___ Records for the exercise ___

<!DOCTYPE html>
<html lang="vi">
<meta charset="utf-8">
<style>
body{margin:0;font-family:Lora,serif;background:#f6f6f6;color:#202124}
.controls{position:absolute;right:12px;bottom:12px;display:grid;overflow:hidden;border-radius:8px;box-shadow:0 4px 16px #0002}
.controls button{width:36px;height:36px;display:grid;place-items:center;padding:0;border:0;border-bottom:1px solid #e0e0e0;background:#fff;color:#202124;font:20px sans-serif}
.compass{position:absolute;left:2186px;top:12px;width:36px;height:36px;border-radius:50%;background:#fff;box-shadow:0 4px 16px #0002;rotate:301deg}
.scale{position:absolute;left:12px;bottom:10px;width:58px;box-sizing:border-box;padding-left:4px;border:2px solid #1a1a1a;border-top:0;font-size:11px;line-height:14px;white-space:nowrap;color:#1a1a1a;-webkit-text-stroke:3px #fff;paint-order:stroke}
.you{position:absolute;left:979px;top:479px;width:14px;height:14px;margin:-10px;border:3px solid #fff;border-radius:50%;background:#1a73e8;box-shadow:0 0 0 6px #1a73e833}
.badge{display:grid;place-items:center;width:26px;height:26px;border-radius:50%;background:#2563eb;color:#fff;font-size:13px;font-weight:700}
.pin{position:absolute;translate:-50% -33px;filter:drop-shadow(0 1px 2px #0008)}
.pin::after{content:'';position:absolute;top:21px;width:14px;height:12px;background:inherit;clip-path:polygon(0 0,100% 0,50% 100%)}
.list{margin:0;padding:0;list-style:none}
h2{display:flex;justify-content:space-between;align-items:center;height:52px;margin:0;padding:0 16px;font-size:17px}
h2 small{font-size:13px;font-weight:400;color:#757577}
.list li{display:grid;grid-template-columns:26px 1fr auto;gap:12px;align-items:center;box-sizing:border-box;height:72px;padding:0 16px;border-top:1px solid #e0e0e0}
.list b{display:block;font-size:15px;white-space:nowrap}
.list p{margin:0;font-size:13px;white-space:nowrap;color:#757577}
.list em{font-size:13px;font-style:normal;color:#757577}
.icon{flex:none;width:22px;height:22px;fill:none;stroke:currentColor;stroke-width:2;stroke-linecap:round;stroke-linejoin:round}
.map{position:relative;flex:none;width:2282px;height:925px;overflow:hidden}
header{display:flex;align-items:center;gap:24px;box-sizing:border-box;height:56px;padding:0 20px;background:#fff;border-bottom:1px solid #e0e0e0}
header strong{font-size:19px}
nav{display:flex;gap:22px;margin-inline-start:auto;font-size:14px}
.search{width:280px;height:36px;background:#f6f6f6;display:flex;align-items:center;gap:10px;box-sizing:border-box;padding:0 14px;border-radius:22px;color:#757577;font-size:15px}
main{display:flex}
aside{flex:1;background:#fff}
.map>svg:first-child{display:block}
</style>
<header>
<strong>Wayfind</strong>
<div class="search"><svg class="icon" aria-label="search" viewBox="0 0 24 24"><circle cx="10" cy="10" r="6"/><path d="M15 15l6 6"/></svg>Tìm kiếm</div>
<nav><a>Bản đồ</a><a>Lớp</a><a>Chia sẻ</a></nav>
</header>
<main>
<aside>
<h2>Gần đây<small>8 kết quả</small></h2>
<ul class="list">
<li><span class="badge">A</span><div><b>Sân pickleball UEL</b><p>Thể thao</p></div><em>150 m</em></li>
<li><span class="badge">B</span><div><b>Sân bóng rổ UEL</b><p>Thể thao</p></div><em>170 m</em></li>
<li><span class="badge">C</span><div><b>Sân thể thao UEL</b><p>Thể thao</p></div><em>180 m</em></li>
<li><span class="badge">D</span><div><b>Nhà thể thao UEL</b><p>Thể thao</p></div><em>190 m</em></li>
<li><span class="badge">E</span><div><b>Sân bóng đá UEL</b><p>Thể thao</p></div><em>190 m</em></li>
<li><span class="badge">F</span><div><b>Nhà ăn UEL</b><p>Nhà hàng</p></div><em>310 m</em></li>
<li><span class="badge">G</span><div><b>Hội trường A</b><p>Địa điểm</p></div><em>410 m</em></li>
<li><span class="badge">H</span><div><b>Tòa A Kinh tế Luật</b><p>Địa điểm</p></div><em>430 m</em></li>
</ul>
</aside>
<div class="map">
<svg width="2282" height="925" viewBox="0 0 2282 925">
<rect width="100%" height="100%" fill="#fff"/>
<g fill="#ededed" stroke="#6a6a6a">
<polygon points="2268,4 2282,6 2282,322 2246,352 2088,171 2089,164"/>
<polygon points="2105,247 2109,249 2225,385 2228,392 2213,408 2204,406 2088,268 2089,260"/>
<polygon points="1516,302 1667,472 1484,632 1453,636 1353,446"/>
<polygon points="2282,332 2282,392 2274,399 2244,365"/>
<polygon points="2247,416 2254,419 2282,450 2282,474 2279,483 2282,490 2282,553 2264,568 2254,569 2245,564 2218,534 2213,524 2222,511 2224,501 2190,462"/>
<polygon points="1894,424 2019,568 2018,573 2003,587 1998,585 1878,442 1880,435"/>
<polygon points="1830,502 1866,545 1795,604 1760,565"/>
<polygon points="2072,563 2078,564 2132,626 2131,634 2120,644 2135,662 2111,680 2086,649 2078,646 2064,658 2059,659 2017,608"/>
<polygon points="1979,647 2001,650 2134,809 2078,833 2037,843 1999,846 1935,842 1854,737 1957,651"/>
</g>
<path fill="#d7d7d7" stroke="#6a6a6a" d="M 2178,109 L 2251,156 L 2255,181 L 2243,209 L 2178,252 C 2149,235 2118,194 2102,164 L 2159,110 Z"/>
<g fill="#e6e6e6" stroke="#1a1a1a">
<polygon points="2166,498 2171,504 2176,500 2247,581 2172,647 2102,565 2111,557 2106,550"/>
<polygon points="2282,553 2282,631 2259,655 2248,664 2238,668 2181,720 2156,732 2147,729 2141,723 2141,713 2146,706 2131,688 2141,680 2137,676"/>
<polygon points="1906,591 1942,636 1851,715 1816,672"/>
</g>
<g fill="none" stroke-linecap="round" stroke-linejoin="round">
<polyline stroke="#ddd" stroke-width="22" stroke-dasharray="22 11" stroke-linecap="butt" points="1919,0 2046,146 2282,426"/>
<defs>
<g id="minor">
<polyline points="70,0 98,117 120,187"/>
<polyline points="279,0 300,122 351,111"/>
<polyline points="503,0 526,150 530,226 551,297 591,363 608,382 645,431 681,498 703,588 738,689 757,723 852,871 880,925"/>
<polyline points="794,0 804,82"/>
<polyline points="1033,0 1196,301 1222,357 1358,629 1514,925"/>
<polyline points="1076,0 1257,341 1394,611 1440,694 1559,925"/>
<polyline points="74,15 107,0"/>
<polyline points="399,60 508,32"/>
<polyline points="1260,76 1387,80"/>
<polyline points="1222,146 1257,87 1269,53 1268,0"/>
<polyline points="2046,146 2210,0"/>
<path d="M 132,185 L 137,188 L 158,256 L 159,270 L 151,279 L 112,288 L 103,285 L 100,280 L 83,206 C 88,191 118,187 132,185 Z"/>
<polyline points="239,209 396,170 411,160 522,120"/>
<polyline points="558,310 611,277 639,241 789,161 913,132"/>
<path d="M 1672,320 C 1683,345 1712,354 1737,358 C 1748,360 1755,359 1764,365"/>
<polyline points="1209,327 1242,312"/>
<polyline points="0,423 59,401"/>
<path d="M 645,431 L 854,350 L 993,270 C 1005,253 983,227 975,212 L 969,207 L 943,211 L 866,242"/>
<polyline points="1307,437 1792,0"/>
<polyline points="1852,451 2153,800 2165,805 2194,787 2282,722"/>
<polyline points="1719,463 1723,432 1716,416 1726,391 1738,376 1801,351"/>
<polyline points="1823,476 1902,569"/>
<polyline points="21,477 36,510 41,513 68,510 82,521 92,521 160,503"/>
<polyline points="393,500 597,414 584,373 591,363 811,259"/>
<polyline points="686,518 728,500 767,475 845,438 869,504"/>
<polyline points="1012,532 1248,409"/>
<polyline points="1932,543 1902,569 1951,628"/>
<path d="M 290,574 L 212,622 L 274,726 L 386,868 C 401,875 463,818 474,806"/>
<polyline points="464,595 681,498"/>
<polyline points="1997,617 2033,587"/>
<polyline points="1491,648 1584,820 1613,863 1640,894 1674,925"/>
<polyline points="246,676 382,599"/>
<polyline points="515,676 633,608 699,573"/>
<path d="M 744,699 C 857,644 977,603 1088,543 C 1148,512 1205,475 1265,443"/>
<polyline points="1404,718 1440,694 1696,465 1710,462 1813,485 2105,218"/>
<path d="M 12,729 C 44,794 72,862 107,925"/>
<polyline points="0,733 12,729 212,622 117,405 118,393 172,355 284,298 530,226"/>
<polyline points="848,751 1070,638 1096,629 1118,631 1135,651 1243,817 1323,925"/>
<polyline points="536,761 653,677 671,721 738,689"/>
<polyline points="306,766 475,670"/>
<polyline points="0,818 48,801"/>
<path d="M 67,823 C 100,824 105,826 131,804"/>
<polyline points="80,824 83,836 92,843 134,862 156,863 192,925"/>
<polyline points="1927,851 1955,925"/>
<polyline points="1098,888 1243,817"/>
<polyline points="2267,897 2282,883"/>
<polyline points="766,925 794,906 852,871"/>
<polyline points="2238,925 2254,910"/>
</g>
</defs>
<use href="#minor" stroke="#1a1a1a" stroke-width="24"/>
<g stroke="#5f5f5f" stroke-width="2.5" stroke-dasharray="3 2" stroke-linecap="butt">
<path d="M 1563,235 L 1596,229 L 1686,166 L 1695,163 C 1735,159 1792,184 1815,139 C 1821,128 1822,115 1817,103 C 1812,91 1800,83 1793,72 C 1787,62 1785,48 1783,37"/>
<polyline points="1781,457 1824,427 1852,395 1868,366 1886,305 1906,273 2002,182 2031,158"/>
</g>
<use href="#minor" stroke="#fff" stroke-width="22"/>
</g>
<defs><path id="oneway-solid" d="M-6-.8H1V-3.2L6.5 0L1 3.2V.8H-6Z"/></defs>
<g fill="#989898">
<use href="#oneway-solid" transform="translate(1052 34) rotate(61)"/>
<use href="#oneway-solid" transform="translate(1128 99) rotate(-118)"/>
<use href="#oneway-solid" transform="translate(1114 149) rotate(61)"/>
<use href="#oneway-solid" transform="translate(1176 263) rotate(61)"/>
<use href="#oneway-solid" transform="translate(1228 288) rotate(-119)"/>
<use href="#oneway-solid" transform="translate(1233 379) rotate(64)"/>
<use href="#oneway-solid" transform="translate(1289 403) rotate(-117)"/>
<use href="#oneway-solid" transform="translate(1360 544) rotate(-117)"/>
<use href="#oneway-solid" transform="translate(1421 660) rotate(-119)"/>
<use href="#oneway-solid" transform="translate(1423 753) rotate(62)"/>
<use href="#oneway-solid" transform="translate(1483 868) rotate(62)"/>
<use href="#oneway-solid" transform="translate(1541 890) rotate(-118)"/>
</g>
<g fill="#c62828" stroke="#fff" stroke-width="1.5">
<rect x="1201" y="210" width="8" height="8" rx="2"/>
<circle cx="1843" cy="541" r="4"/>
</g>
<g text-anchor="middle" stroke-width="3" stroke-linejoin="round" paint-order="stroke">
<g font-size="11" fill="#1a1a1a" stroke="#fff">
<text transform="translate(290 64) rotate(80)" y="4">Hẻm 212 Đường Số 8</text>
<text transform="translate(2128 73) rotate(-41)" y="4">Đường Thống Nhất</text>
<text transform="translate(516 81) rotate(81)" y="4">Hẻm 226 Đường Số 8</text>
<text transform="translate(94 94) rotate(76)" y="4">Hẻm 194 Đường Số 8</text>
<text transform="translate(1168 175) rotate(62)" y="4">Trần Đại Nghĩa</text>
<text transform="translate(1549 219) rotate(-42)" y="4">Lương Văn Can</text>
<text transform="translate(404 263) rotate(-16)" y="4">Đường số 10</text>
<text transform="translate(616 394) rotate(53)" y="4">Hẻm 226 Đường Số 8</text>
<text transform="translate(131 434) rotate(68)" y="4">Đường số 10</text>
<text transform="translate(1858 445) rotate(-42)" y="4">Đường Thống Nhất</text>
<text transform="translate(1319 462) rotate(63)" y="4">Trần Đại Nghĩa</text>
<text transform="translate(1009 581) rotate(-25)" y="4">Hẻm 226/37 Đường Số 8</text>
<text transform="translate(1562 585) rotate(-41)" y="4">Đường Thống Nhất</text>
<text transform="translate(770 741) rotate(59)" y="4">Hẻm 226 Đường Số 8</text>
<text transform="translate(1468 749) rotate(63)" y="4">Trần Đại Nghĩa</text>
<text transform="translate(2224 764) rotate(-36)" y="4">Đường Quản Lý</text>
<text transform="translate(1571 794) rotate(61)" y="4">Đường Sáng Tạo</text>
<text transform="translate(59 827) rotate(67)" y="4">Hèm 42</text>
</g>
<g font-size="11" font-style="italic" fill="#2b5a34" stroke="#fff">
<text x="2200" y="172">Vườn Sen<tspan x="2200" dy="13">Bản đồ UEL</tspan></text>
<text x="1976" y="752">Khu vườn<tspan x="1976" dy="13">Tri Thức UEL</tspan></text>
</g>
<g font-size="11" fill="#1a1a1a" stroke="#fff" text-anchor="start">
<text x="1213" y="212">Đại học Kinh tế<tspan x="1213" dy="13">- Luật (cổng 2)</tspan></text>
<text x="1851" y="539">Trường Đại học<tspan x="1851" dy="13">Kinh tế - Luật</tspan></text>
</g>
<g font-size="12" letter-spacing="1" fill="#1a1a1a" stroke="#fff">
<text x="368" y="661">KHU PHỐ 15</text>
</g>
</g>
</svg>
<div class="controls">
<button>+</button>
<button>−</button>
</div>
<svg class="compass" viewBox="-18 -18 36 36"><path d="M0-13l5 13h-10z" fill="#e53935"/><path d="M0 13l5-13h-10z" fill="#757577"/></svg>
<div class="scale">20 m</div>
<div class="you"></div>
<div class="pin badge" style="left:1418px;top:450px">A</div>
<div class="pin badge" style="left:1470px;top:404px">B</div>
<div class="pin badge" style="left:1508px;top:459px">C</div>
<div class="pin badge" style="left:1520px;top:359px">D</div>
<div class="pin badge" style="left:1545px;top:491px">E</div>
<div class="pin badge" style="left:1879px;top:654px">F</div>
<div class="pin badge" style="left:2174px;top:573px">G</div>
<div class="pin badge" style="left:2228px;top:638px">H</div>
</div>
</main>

___

Task:
For each line above that includes "scale", copy the line.

Answer to this exercise:
.scale{position:absolute;left:12px;bottom:10px;width:58px;box-sizing:border-box;padding-left:4px;border:2px solid #1a1a1a;border-top:0;font-size:11px;line-height:14px;white-space:nowrap;color:#1a1a1a;-webkit-text-stroke:3px #fff;paint-order:stroke}
<div class="scale">20 m</div>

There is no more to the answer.